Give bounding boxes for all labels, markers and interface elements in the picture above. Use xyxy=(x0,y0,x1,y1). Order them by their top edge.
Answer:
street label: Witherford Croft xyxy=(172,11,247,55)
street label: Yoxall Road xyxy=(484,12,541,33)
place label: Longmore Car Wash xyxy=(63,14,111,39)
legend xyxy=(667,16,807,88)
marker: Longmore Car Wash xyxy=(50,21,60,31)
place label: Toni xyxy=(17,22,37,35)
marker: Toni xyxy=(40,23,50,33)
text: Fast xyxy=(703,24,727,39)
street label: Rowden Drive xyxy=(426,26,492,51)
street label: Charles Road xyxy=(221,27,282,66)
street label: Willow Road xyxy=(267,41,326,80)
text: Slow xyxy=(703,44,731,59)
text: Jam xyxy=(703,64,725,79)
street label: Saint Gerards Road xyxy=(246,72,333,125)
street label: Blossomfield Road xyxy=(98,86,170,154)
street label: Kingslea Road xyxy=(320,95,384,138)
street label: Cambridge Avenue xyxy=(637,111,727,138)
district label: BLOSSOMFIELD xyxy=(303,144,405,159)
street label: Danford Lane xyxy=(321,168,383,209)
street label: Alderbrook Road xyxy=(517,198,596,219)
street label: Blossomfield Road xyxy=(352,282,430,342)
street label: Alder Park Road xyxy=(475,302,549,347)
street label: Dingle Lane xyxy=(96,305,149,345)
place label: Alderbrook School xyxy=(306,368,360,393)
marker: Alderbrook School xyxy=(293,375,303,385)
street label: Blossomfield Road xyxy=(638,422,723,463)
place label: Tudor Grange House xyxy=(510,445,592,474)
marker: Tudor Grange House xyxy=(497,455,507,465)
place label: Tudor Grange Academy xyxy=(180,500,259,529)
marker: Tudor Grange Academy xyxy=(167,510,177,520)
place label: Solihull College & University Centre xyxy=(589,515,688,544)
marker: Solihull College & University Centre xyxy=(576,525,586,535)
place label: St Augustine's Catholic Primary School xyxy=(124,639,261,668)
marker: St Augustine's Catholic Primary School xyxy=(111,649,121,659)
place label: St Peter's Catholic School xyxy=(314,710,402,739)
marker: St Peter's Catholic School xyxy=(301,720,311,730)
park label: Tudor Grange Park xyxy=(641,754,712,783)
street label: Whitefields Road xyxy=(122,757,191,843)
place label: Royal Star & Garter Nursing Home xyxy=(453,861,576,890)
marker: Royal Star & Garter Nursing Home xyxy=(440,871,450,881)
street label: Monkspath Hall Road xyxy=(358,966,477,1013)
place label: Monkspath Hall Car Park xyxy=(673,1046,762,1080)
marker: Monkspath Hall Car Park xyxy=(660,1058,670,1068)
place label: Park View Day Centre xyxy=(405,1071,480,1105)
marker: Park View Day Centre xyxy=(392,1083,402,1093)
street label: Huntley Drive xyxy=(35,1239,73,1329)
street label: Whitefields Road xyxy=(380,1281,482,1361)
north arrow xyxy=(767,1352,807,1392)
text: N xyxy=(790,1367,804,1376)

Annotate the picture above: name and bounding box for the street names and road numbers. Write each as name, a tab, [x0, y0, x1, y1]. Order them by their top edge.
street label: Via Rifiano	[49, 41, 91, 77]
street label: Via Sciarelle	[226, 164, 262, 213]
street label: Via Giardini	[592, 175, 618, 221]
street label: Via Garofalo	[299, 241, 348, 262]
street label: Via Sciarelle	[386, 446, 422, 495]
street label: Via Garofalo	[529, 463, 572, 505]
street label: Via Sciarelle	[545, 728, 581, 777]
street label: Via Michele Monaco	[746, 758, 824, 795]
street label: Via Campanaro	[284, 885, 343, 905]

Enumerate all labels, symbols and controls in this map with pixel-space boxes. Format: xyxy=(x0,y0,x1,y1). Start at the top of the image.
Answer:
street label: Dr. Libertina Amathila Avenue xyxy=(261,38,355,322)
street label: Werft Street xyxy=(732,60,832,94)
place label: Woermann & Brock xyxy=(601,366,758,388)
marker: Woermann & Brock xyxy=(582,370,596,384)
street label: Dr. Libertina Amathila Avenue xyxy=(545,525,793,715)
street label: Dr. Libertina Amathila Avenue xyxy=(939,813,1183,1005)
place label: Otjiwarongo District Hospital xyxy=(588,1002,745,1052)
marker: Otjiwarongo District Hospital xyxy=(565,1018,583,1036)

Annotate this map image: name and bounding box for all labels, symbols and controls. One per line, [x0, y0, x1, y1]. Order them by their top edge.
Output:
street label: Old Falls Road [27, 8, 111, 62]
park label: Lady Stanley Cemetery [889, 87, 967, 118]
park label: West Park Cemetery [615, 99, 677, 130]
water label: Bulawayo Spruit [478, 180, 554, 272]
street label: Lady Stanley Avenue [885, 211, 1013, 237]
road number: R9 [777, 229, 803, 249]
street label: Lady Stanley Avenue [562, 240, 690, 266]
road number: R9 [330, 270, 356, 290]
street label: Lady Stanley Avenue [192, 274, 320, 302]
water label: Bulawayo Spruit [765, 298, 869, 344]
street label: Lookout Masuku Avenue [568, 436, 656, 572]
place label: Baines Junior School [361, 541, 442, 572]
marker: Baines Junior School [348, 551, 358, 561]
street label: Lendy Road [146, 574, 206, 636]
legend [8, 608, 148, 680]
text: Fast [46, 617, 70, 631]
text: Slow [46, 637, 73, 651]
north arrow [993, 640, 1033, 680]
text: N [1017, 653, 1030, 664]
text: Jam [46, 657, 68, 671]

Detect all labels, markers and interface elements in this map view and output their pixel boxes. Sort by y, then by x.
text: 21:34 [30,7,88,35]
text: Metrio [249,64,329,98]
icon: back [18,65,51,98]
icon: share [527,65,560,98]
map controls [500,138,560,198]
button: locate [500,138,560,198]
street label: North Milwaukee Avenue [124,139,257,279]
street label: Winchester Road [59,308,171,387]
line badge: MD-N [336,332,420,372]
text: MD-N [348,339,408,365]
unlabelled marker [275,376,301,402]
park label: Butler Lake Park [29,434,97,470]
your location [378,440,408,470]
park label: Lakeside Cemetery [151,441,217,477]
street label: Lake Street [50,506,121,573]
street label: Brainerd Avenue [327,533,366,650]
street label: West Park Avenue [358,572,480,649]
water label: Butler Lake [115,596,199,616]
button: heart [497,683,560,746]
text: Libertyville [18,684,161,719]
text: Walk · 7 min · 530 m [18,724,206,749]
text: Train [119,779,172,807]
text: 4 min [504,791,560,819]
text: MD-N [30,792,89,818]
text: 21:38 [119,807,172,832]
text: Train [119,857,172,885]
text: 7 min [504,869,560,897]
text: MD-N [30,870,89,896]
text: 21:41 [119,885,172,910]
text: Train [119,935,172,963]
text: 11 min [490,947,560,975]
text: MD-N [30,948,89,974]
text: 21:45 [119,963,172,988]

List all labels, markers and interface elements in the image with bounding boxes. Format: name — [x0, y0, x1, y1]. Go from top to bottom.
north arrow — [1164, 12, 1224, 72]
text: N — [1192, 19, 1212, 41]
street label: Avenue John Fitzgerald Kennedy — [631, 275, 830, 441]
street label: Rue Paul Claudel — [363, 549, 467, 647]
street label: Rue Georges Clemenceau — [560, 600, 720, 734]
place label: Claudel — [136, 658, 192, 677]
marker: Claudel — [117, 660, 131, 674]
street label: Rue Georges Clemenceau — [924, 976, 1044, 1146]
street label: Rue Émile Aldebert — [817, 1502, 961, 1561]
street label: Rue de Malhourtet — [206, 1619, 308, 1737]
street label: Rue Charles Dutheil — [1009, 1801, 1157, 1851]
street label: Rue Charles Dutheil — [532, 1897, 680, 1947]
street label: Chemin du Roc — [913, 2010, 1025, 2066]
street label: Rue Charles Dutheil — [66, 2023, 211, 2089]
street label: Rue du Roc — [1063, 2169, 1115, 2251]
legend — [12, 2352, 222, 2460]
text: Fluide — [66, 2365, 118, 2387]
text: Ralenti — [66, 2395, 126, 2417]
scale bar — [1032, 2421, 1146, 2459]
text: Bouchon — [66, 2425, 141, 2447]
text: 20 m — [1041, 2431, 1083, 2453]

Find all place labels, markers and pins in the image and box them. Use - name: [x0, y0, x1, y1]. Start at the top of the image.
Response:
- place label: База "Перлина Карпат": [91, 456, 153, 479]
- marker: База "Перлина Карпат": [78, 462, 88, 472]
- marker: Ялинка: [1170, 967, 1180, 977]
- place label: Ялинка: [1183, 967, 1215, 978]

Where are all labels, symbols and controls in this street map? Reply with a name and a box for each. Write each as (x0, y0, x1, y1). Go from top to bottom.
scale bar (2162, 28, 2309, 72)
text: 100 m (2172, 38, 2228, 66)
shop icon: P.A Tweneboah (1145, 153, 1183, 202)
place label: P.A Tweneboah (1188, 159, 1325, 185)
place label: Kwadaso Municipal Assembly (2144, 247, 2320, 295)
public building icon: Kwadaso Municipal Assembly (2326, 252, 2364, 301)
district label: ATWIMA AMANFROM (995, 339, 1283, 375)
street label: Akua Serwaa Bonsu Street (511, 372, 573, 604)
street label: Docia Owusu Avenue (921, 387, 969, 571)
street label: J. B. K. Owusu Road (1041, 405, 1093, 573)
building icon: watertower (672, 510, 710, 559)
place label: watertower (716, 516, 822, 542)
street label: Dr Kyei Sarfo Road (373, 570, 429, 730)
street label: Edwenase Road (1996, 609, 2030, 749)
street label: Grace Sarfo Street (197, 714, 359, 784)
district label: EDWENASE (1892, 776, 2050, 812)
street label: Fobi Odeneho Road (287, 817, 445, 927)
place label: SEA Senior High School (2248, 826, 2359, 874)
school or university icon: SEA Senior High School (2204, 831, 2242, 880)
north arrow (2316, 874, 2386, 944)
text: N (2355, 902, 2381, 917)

━━━━━━━━━━━━━━━━━━━━━━━━━━━━━━

▶ [Assigned task]: Restate word for word the lines of the data above, starting at the line containing "Annotate the picture" and ending at the line containing "Annotate this map", both included, and nothing more.

▶ [Expected answer]:
Annotate the picture above: name and bounding box for the street names and road numbers. Write each as name, a tab, [x0, y0, x1, y1]. Order them by their top edge.
street label: Via Rifiano	[49, 41, 91, 77]
street label: Via Sciarelle	[226, 164, 262, 213]
street label: Via Giardini	[592, 175, 618, 221]
street label: Via Garofalo	[299, 241, 348, 262]
street label: Via Sciarelle	[386, 446, 422, 495]
street label: Via Garofalo	[529, 463, 572, 505]
street label: Via Sciarelle	[545, 728, 581, 777]
street label: Via Michele Monaco	[746, 758, 824, 795]
street label: Via Campanaro	[284, 885, 343, 905]

Enumerate all labels, symbols and controls in this map with pixel-space boxes. Format: xyxy=(x0,y0,x1,y1). Start at the top of the image.
Answer:
street label: Dr. Libertina Amathila Avenue xyxy=(261,38,355,322)
street label: Werft Street xyxy=(732,60,832,94)
place label: Woermann & Brock xyxy=(601,366,758,388)
marker: Woermann & Brock xyxy=(582,370,596,384)
street label: Dr. Libertina Amathila Avenue xyxy=(545,525,793,715)
street label: Dr. Libertina Amathila Avenue xyxy=(939,813,1183,1005)
place label: Otjiwarongo District Hospital xyxy=(588,1002,745,1052)
marker: Otjiwarongo District Hospital xyxy=(565,1018,583,1036)

Annotate this map image: name and bounding box for all labels, symbols and controls. One per line, [x0, y0, x1, y1]. Order them by their top edge.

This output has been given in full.